Program helps men become better dads


The FATHER Project, a service of Goodwill/Easter Seals Minnesota, received an early Christmas present this year and is gearing up for an expansion with the help of a federal grant from the U.S. Department of Health and Human Services Administration for Children and Families.

The administration awarded the FATHER Project $500,000 a year for the next five years. The $2.5 million is a warm welcome compared to the stiff operating budget of $225,000 a year the program had previously been operating on.

Funded by private and public grants, and from sales at the Goodwill store, the FATHER Project provides services to help dads gain custody of their children, as well as services for personal enrichment such as education, job training and parenting support groups.

“We have a proven track record of servicing low-income non-custodial fathers,” said Andrew Freeberg, director of education and youth services for Goodwill/Easter Seals.

This proven track record is what helped set the FATHER Project apart from a competitive group of nationwide programs that also applied for the grant. Goodwill reports the project began in 1999 as part of a previous national demonstration involving 10 projects. It is the only one of the original 10 federally funded projects that has sustained its service model beyond the demonstration period.

Freeberg, who oversees the FATHER Project, credits the program’s success to the service model it utilizes for every case. The service model involves intensive case management through case advocates and is individualized for each dad, avoiding the cookie cutter approach, according to Freeberg. He also gives credit to the great relationship the FATHER Project has with the Hennepin County Child Support Agency.

The grant money will be used to create additional staff at the FATHER Project’s East Lake Street office in Minneapolis. There will be one full-time job counselor added, one father advocate, a parenting services coordinator and an office manager.

Secondly, additional services will be added including mental health services, couples counseling, education and personal growth. The organization also plans to partner with other nonprofit organizations in the area to help promote positive parenting to low-income dads in Hennepin County and surrounding areas. The organizations include African American Family Services, Comunidadas Latinas Unidas en Servicio (CLUES), the Division of Indian Work (DIW), Parents as Teachers/Meld and Way To Grow.
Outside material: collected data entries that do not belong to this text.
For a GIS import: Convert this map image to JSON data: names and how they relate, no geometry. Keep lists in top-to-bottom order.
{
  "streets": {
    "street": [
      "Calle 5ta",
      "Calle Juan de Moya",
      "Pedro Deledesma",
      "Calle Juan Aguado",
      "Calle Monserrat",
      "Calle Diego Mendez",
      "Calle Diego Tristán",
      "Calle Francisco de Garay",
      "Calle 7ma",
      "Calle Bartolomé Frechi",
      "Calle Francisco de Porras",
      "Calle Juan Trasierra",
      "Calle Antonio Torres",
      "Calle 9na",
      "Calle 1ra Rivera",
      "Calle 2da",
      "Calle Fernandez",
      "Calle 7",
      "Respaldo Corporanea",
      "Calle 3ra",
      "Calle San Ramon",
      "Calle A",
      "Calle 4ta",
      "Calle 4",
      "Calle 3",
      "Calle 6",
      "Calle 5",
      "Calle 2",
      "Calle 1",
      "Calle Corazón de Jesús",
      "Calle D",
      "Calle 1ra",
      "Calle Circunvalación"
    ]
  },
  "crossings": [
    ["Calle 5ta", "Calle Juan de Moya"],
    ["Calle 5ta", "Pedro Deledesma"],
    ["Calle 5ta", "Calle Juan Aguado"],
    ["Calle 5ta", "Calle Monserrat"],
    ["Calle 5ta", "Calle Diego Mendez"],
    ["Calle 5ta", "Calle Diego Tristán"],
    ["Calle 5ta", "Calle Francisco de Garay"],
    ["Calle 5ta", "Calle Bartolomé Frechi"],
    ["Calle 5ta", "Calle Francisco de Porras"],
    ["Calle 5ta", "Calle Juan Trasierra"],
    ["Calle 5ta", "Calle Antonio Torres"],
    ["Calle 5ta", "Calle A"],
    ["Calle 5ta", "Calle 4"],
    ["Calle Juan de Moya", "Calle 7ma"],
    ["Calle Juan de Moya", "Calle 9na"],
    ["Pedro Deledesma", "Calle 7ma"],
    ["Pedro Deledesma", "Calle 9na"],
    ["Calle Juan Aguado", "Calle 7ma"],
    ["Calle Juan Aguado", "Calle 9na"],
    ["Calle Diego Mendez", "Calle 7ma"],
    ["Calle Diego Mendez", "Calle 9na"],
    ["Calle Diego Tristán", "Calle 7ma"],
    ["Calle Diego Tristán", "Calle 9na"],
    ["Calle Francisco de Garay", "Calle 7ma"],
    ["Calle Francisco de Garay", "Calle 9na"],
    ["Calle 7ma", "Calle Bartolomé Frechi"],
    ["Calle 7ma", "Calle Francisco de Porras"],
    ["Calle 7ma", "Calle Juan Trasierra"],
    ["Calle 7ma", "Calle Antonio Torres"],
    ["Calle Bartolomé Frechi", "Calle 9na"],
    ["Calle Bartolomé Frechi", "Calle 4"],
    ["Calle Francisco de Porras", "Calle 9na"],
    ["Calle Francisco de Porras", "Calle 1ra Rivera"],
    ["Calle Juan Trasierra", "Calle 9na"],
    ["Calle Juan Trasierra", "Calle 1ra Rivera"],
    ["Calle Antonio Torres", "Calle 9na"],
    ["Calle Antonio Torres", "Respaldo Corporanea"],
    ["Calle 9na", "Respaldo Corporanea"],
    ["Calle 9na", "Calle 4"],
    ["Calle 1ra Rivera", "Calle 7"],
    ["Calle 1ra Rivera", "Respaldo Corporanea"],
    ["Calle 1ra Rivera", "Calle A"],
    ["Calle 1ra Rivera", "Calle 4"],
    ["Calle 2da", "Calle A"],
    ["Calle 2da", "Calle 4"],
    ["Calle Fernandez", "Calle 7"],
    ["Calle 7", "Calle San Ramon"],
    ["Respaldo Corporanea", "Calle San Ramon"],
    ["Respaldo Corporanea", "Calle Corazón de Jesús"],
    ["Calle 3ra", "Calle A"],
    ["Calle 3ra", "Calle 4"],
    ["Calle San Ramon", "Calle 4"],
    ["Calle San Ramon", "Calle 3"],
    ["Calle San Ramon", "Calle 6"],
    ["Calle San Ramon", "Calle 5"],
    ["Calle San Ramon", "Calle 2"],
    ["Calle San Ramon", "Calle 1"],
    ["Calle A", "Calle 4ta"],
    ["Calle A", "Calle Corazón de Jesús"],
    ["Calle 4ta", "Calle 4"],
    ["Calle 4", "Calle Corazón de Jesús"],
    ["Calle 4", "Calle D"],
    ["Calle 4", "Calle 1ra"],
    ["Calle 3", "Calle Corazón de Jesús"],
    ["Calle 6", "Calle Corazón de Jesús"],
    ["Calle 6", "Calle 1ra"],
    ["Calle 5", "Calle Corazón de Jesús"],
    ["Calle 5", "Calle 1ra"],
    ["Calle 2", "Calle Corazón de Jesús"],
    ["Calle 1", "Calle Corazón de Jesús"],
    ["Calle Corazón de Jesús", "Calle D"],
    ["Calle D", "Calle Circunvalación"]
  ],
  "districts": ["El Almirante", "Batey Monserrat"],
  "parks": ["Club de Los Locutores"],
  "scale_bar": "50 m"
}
The FATHER Project predominantly serves African American dads, but it assists an average of 100 fathers each year regardless of background. Freeberg predicts that number will nearly double with the program’s expansion and outreach efforts to not only serve more dads, but also a more diverse group of dads who all share one common goal.

“This grant is a big deal to our staff,” emphasizes Freeberg. “Everyone is optimistic and excited to see the changes that will take place.”